Harddisk blues and questions about solutions...
Michael Robinson
pluglist at plug.org
Tue Apr 1 15:25:58 MST 2003
On Saturday 29 March 2003 07:37 pm, you wrote:
> One possible solution would be to find another 10-gig or so hard
> drive.
>
> I know a couple of vendors offhand that *might* have such an item in
> stock: http://www.compgeeks.com/ or http://www.dirtcheapdrives.com/
>
> Good luck :)
Thanks, nothing there though that makes an ideal replacement. Maybe
someone else carries ATA33/66 drives. I looked at serial ATA but it was
exorbitantly expensive for what I'm trying to replace and I'd have to buy a
card which I didn't find developed long after my motherboard stopped being
produced. Thought about picking up a cheap scsi card, but there don't seem
to be any scsi drives that use ultra wide or earlier scsi technology. What
are these hard drive manufacturers smoking? You can buy a monster drive for
a new system, but getting a smaller one that will work on older machines at
an economical price without getting a tiny refurbished one is really hard.
What's the site for computer shopper magazine? Well, I guess if xosl can be
booted from a hidden partition and allow a secondary boot from
cd that I'll be going that route. My bios will be boot to lan and then C
soon as I get a flashable 3com nic. I hate to replace the motherboard
because I still use 98 which isn't supported anymore for my TI-92
usb based graph link and for games. Isn't life grand? The PC is supposed
to be designed for compatibility, the reality is that a motherboard can be
used for a workstation for only a few years because the hard drive
specifications are too short sighted.
Seems like a losing battle in many ways.

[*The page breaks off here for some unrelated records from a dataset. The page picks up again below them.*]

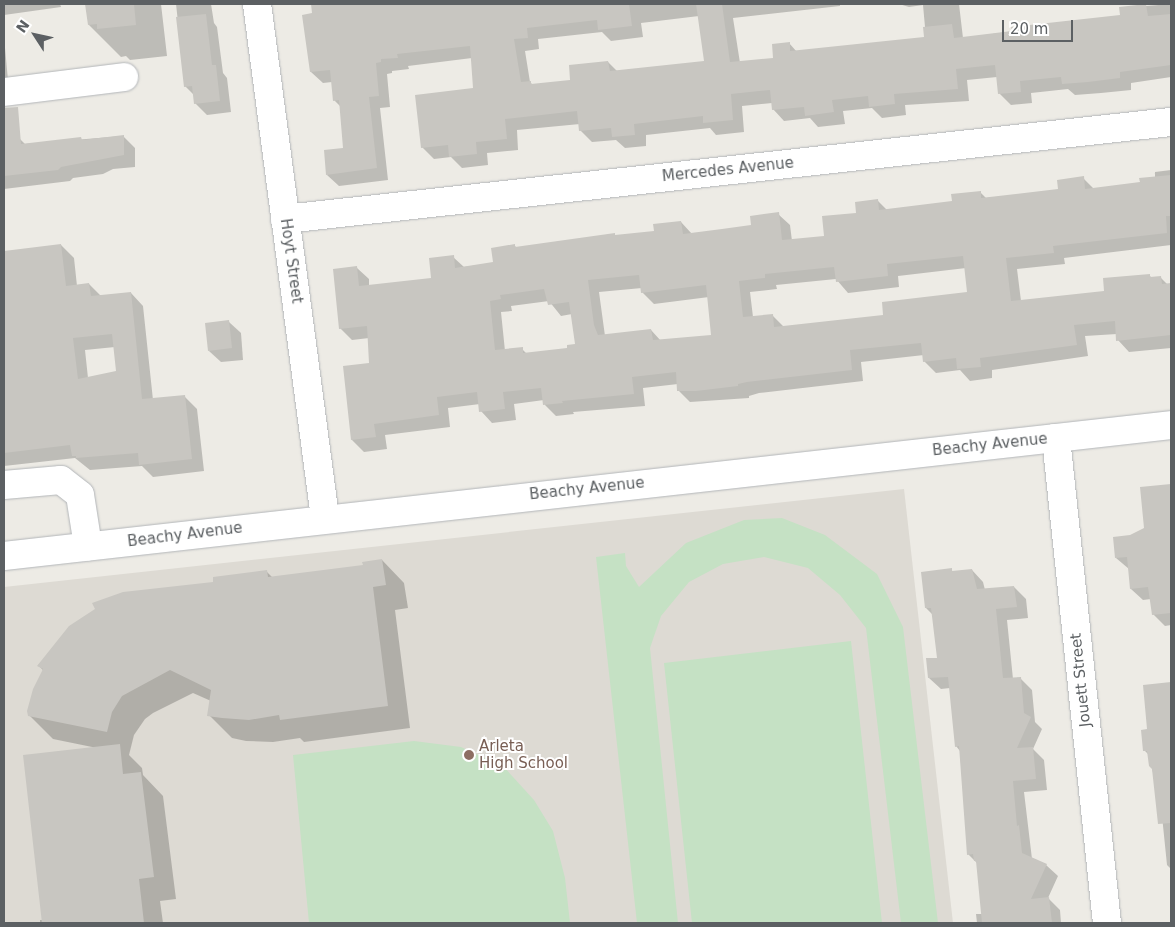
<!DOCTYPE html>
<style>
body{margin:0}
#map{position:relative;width:1175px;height:927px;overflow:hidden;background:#edebe5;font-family:"DejaVu Sans",sans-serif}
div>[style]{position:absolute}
.education>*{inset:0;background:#dddad3}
.green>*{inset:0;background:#c5e1c4}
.shadow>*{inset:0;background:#0003}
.building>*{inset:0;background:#c8c6c1}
.roads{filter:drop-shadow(0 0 1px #b2b5b8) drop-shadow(0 0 1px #b2b5b8)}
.minor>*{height:28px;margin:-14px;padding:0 14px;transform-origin:14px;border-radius:14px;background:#fff}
.dots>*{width:14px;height:14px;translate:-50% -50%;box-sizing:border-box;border:2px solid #fff;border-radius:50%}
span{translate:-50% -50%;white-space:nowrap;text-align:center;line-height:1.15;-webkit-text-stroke:4px #fff;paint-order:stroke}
.street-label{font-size:15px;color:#5c6063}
.education-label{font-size:15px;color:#785e54}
.left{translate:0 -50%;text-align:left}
.frame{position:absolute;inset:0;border:5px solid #5c6063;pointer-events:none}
.north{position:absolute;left:10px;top:10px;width:50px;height:50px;-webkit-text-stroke:4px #fff;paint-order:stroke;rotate:305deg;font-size:14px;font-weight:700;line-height:20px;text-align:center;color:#5c6063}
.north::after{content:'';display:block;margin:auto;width:18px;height:22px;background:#5c6063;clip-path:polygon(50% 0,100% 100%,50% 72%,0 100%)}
.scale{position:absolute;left:1002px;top:20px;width:71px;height:22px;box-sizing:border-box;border:2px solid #5c6063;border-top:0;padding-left:6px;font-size:15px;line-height:18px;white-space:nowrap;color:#5c6063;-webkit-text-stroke:4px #fff;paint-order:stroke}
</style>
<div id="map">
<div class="education">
<div style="clip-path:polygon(904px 489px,953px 923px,4px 923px,4px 587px)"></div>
</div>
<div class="green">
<div style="clip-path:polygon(782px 518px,825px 535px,877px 574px,903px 627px,938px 923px,901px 923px,866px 628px,840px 595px,808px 568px,764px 557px,723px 564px,689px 582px,661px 616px,650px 648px,678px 923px,637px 923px,596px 557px,625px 553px,626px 566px,639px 587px,686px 543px,744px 520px)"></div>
<div style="clip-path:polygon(851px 641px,882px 923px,692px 923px,664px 663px)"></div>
<div style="clip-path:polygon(414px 741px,461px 747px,504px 767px,534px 800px,553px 831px,565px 878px,570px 923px,309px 923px,293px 755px)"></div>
</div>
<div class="shadow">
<div style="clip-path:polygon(4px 4px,60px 4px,61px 7px,4px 15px)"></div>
<div style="clip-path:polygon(86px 4px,161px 4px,167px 56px,130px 60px,126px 56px,121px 57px,89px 25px)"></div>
<div style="clip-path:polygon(176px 4px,211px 4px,214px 23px,217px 27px,223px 73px,227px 78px,231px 112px,207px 115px,195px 103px,194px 95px,185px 86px)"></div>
<div style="clip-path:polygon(evenodd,313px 4px,840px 4px,840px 6px,733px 18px,740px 63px,775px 59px,789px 43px,797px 52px,926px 38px,923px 5px,909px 7px,899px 4px,964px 4px,959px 4px,963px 38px,1122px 16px,1121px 8px,1171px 4px,1171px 77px,1131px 83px,1131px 90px,1101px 93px,1075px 95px,1068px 89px,1031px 93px,1032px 103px,1011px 105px,999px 93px,997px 77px,967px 80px,969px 101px,905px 105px,906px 115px,882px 118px,872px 108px,843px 111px,845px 124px,818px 127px,810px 118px,784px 121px,773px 109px,772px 103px,742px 106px,744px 132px,716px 135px,710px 128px,646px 135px,646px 146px,625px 148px,616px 140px,592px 142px,580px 130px,580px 124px,517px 130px,518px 150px,487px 153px,488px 165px,462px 168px,451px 157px,434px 159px,422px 147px,475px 89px,472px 58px,408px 66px,409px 69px,392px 71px,392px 73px,387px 74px,390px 107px,380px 108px,388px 180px,339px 186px,327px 175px,345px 149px,341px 107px,334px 100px,332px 82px,323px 83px,311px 72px,313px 4px,699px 16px,705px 62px,617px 71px,608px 62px,571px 81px,533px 85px,530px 82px,525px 51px,539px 49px,538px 39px,602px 32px,611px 41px,643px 37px,641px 23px,699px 16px)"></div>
<div style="clip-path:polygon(4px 37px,9px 91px,4px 91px)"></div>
<div style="clip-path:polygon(123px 136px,135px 148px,135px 167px,113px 169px,103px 174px,73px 178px,70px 181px,4px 189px,4px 141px,20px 139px,25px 144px)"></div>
<div style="clip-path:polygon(evenodd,1171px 170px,1171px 245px,1064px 258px,1065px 264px,1017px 269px,1021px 301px,1105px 292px,1149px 275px,1152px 278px,1160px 277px,1168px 285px,1171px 284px,1171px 348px,1129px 352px,1118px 340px,1117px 334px,1085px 336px,1088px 356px,992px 370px,992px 378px,970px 381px,960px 370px,936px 373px,924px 361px,924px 355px,861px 362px,863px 381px,759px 393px,749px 396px,749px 398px,690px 402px,679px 391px,678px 384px,643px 388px,645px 406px,573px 412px,574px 414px,556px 416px,545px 405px,544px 400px,514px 404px,516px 420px,492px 423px,481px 411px,480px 404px,448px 408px,450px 427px,385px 435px,387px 449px,364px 452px,352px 440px,345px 367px,371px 364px,369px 338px,352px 340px,340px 328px,357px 268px,369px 279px,369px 286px,432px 279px,453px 257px,464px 267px,494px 263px,515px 246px,517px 248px,656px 232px,681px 222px,692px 234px,753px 226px,778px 214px,790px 225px,792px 241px,825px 237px,878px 201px,887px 210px,954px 203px,980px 192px,986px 198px,1059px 191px,1083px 178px,1094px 189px,1141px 183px,1155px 178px,1155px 172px,1171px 170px,966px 268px,968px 293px,885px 316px,784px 327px,772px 315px,753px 317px,750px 292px,777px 289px,776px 285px,836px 279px,848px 293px,899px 287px,898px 276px,966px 268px,1171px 170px,642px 288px,642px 292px,654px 304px,709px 297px,712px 336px,661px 341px,651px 330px,605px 336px,599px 292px,642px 288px,1171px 170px,549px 301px,561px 316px,572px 314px,576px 345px,569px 349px,527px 354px,522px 349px,505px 351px,501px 312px,512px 311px,511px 306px,549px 301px)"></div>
<div style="clip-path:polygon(evenodd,61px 245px,74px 258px,77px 286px,89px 284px,101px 296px,131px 293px,143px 306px,153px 400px,184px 396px,197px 409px,204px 471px,153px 477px,142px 466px,90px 470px,75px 458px,4px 466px,4px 254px,61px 245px,115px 347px,118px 372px,88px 378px,85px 350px,115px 347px)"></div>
<div style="clip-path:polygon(229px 322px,241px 333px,243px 360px,221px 362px,209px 351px)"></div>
<div style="clip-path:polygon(1171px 486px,1171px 625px,1165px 626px,1153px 614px,1151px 599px,1143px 600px,1131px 589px,1129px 569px,1116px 558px,1130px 537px,1145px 529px,1142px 488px)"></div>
<div style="clip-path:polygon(382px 560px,404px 583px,408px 608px,395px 610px,410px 728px,304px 742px,300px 738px,273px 742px,246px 741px,232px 738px,209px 715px,211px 701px,193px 693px,153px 713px,145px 719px,134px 735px,129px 755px,142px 768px,143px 775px,163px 796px,176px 899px,160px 901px,163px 923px,40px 923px,40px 920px,43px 920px,97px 748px,53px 739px,30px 716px,43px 670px,38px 665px,215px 583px,267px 572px,273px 578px,364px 566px)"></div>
<div style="clip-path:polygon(951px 570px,954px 572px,972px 570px,983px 582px,985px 590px,1014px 587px,1026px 599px,1028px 618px,1007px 620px,1013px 679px,1020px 678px,1032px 690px,1035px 722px,1042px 729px,1033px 749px,1044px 760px,1047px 790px,1024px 792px,1032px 859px,1046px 865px,1058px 876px,1048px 898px,1060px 910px,1061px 923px,977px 923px,976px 914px,982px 914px,977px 863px,968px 854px,960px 751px,956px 746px,950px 688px,941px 689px,929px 678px,939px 659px,933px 615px,926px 608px)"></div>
<div style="clip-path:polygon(1171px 684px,1171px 869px,1167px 865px,1162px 816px,1152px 768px,1149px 755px,1145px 751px,1148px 730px,1144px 687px)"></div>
</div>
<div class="building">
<div style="clip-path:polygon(85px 4px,134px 4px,136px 25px,97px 29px,97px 24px,88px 25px)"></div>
<div style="clip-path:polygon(311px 4px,629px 4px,632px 26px,598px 30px,597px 20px,527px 28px,528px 38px,514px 39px,521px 82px,531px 81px,531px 84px,570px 80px,569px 65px,608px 61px,610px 71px,704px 61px,696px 4px,722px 4px,730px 62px,773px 58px,772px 44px,790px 42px,790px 51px,924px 37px,923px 27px,952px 24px,954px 38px,1012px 31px,1011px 27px,1120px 15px,1119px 7px,1146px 4px,1148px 16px,1171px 14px,1171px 65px,1120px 72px,1120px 78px,1088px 82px,1062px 84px,1061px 77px,1020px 81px,1021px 92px,998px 94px,995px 65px,956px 69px,958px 89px,894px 94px,895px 104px,869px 107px,868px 96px,832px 100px,834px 112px,805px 116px,804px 107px,772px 110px,770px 90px,731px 94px,733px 120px,703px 123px,703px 116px,634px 124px,635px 135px,612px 137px,611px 128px,579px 131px,577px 111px,505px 119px,507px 139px,476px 142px,477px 154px,449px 157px,448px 145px,421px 148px,415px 95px,473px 88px,470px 46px,397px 54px,398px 58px,381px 59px,381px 62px,376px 63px,379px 96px,369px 97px,377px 168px,326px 175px,324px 150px,343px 148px,339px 100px,333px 101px,330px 70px,310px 72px,302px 15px,312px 13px)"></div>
<div style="clip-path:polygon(206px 14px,212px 65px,216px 65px,220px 101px,194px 104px,192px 86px,184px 87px,176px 17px)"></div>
<div style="clip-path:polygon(18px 107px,21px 144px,81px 137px,82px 140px,124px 135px,124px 155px,61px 167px,58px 170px,4px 176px,4px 108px)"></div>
<div style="clip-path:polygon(evenodd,1171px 175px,1171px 216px,1166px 216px,1167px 233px,1053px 246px,1054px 253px,1006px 258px,1011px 301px,1104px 291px,1103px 278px,1150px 274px,1150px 277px,1161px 276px,1162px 284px,1171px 283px,1171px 335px,1116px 341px,1115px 321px,1074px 325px,1077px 345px,980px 358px,981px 367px,957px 369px,956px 358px,923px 362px,921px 343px,850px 350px,852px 370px,747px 382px,738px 384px,738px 386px,696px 391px,677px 391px,676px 372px,632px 377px,634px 394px,562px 401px,563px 403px,543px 405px,541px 388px,503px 392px,505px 409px,479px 412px,477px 392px,437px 397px,439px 415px,374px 424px,376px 437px,351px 440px,343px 366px,369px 363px,367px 326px,339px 329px,333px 269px,357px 266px,359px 286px,431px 278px,429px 258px,454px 255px,455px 268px,493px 262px,491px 248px,515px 244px,515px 247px,615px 233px,615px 235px,654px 231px,653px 224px,681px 221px,683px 234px,722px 229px,751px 225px,750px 216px,779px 212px,782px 240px,824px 236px,822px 216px,856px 213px,855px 202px,878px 199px,879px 210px,952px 201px,951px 194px,981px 191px,981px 198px,1058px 189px,1057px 180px,1084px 176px,1085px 189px,1140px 182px,1139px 178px,1171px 175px,963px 256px,967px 292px,882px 302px,883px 315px,774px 327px,773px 314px,743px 317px,739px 281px,765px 278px,765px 274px,834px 267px,836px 282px,888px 276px,887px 264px,963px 256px,1171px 175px,639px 275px,641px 293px,706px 285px,711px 335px,653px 340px,651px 329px,598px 335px,594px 325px,588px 280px,639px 275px,1171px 175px,544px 289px,548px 305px,569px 302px,575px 344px,567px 345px,567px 348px,523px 353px,523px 347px,495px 350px,490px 301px,501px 299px,500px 295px,544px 289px)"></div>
<div style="clip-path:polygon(evenodd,61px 244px,66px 286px,89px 283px,91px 296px,131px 292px,142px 399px,185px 395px,192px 459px,139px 465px,138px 453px,76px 458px,76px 456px,72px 456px,70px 445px,4px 453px,4px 251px,61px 244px,112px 334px,116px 371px,78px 379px,73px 338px,112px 334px)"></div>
<div style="clip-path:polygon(229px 320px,232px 348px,208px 351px,205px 323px)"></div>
<div style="clip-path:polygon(1171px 484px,1171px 613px,1152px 615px,1148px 587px,1130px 589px,1127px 557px,1115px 558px,1113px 537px,1130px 535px,1144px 528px,1140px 487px)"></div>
<div style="clip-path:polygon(382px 559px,386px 585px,373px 587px,388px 706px,280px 720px,279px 715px,249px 720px,222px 718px,207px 716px,211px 690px,170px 670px,122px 696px,112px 712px,107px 732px,28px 716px,27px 711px,33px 689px,43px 669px,37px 666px,69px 626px,95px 609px,92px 603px,123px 592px,213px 582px,213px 577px,267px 570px,268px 577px,363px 565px,362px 562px)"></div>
<div style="clip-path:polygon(952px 568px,952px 571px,972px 569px,977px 589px,1014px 586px,1017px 607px,996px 609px,1003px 678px,1021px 677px,1024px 713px,1031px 717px,1017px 748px,1033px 747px,1036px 779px,1013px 781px,1017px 826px,1019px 825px,1022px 853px,1047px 864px,1031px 899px,1049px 897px,1052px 923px,982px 923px,976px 861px,974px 861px,973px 854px,967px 855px,959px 746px,955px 747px,948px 677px,928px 678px,926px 658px,937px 658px,931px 608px,925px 608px,921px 572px)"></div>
<div style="clip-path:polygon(1171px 682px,1171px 823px,1158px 824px,1152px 769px,1149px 766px,1147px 751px,1143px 751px,1141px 730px,1147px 729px,1143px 685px)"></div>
<div style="clip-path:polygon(120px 744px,123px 774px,141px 772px,154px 877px,139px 879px,144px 923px,42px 923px,23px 755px)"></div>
</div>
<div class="roads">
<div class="minor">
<div style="left:257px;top:4px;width:518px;rotate:82.46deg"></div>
<div style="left:4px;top:92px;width:121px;rotate:-7.1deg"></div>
<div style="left:285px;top:219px;width:891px;rotate:-6.25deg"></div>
<div style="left:1056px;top:438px;width:488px;rotate:84deg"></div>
<div style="left:4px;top:485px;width:57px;rotate:-5deg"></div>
<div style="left:61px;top:480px;width:24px;rotate:38deg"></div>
<div style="left:80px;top:495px;width:52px;rotate:81.1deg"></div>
<div style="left:4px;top:556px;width:1174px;rotate:-6.4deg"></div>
</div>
</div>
<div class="dots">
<div style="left:469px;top:755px;background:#8d6e63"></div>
</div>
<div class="street-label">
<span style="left:728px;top:170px;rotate:-6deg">Mercedes Avenue</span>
<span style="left:291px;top:261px;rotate:82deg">Hoyt Street</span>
<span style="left:990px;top:445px;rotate:-6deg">Beachy Avenue</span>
<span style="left:587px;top:489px;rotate:-6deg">Beachy Avenue</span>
<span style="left:185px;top:535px;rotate:-7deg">Beachy Avenue</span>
<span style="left:1081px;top:680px;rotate:-96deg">Jouett Street</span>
</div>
<div class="education-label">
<span class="left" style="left:479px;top:755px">Arleta<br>High School</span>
</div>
<div class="frame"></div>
<div class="north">N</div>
<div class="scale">20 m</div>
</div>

It's probably not economical to
produce the older drives, especially if they don't work on the newer
machines that most people seem to be getting now.
I wonder about my dad's computer that uses an adaptec 2940UW card as
the hard drive in it can't be replaced anymore either from what I've seen.

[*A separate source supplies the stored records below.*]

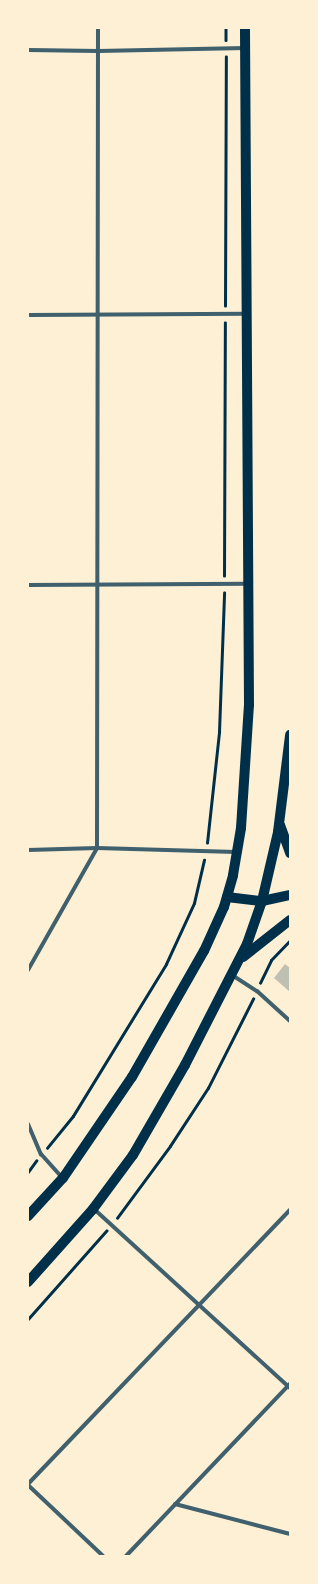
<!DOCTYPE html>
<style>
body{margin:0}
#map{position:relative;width:318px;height:1584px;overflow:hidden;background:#fdf0d5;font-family:Spectral,serif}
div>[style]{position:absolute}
.building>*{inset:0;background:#bec0b2}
.path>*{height:2.5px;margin:-1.25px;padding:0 1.25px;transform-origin:1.25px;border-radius:1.25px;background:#003049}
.minor>*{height:4px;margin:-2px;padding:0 2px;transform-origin:2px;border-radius:2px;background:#3f606c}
.primary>*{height:10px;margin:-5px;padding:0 5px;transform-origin:5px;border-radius:5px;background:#003049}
span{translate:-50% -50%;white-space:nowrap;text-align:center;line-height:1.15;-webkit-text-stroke:3.5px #fdf0d5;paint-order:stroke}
.frame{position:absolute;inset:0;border:29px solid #fdf0d5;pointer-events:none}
</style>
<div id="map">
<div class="building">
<div style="clip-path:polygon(285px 964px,290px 968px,290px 992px,274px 978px)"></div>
</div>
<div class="path">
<div style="left:226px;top:28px;width:12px;rotate:90deg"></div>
<div style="left:225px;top:306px;width:249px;rotate:-89.8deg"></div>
<div style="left:224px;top:576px;width:253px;rotate:-89.8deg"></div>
<div style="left:207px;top:843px;width:112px;rotate:-83.8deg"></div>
<div style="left:219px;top:732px;width:139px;rotate:-87.9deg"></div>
<div style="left:260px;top:983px;width:25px;rotate:-64deg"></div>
<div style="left:271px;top:960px;width:28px;rotate:-46deg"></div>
<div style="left:47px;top:1148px;width:41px;rotate:-50.9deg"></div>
<div style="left:73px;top:1116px;width:178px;rotate:-58.5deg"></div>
<div style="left:166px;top:964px;width:67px;rotate:-65.3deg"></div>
<div style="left:194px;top:903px;width:44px;rotate:-76.9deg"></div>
<div style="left:28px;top:1172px;width:14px;rotate:-54deg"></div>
<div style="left:117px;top:1218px;width:89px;rotate:-53.6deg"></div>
<div style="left:170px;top:1146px;width:69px;rotate:-56.8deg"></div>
<div style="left:208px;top:1088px;width:100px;rotate:-63.2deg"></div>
<div style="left:28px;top:1319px;width:118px;rotate:-48.4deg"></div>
</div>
<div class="minor">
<div style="left:28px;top:50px;width:70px;rotate:0.8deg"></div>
<div style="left:98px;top:51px;width:147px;rotate:-1.2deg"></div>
<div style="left:28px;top:315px;width:218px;rotate:-0.3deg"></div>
<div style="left:28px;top:585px;width:220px;rotate:-0.3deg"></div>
<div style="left:28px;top:850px;width:69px;rotate:-1.7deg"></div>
<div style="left:97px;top:848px;width:139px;rotate:1.6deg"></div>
<div style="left:28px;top:970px;width:140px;rotate:-60.5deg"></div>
<div style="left:97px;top:848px;width:820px;rotate:-89.93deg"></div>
<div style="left:232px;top:975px;width:30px;rotate:33deg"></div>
<div style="left:257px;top:991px;width:45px;rotate:42.3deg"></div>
<div style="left:28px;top:1124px;width:33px;rotate:67deg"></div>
<div style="left:41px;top:1154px;width:31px;rotate:48deg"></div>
<div style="left:94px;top:1209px;width:265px;rotate:42.4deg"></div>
<div style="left:28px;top:1484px;width:379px;rotate:-46.3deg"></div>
<div style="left:28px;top:1485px;width:103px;rotate:43.4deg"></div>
<div style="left:175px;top:1504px;width:119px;rotate:14.6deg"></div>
<div style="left:126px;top:1556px;width:238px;rotate:-46.4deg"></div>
</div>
<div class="primary">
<div style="left:280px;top:825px;width:30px;rotate:70deg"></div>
<div style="left:227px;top:897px;width:35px;rotate:7deg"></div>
<div style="left:262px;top:901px;width:29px;rotate:-12deg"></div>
<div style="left:243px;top:957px;width:60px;rotate:-38.2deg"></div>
<div style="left:28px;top:1216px;width:52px;rotate:-47.4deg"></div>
<div style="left:63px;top:1178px;width:122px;rotate:-55.7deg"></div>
<div style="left:132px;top:1077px;width:145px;rotate:-60.3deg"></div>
<div style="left:204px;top:951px;width:48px;rotate:-65.6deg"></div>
<div style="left:224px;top:907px;width:33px;rotate:-74deg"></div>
<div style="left:233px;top:875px;width:48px;rotate:-80.3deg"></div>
<div style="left:241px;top:828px;width:123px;rotate:-86.3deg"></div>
<div style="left:249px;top:705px;width:677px;rotate:-90.34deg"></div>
<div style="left:28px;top:1282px;width:98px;rotate:-48.3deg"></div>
<div style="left:93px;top:1209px;width:67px;rotate:-53.5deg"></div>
<div style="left:133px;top:1155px;width:104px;rotate:-60deg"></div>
<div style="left:185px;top:1065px;width:136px;rotate:-62.9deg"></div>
<div style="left:247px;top:944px;width:46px;rotate:-70.8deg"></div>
<div style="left:262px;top:901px;width:71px;rotate:-76.9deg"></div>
<div style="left:278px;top:832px;width:98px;rotate:-82.9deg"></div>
</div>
<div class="frame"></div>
</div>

I guess I'm wondering if the VA503+ motherboard can take a UDMA133
controller card? Maybe I should enable power management to enhance
the life of a new hard drive or put the new one in the tray and pull it out
when I'm terminal booting so that the motor doesn't wear.
How long does a hard drive technology stay in the market, anyone keeping
track? It seems like only yesterday that a 10-20 gig drive was a large one.
I'm surprised as adequate as some of these older machines are that there
aren't companies like there are for classic cars that produce the older
parts new.
It would drive the price up but it would sure be nice to be able to easily
remove the motor in a hard drive and replace it without destroying that
drive. I think a lot of hard drives stop working not because of bad media
or mechanical failure but because of worn out motors.
Is there a good site for general linux compatibility of motherboards so that I
can find out which one that is on the market now to buy if I go that route to
become compatible with hard drives that are new today? If I do buy new
I should be at least serial ATA ready.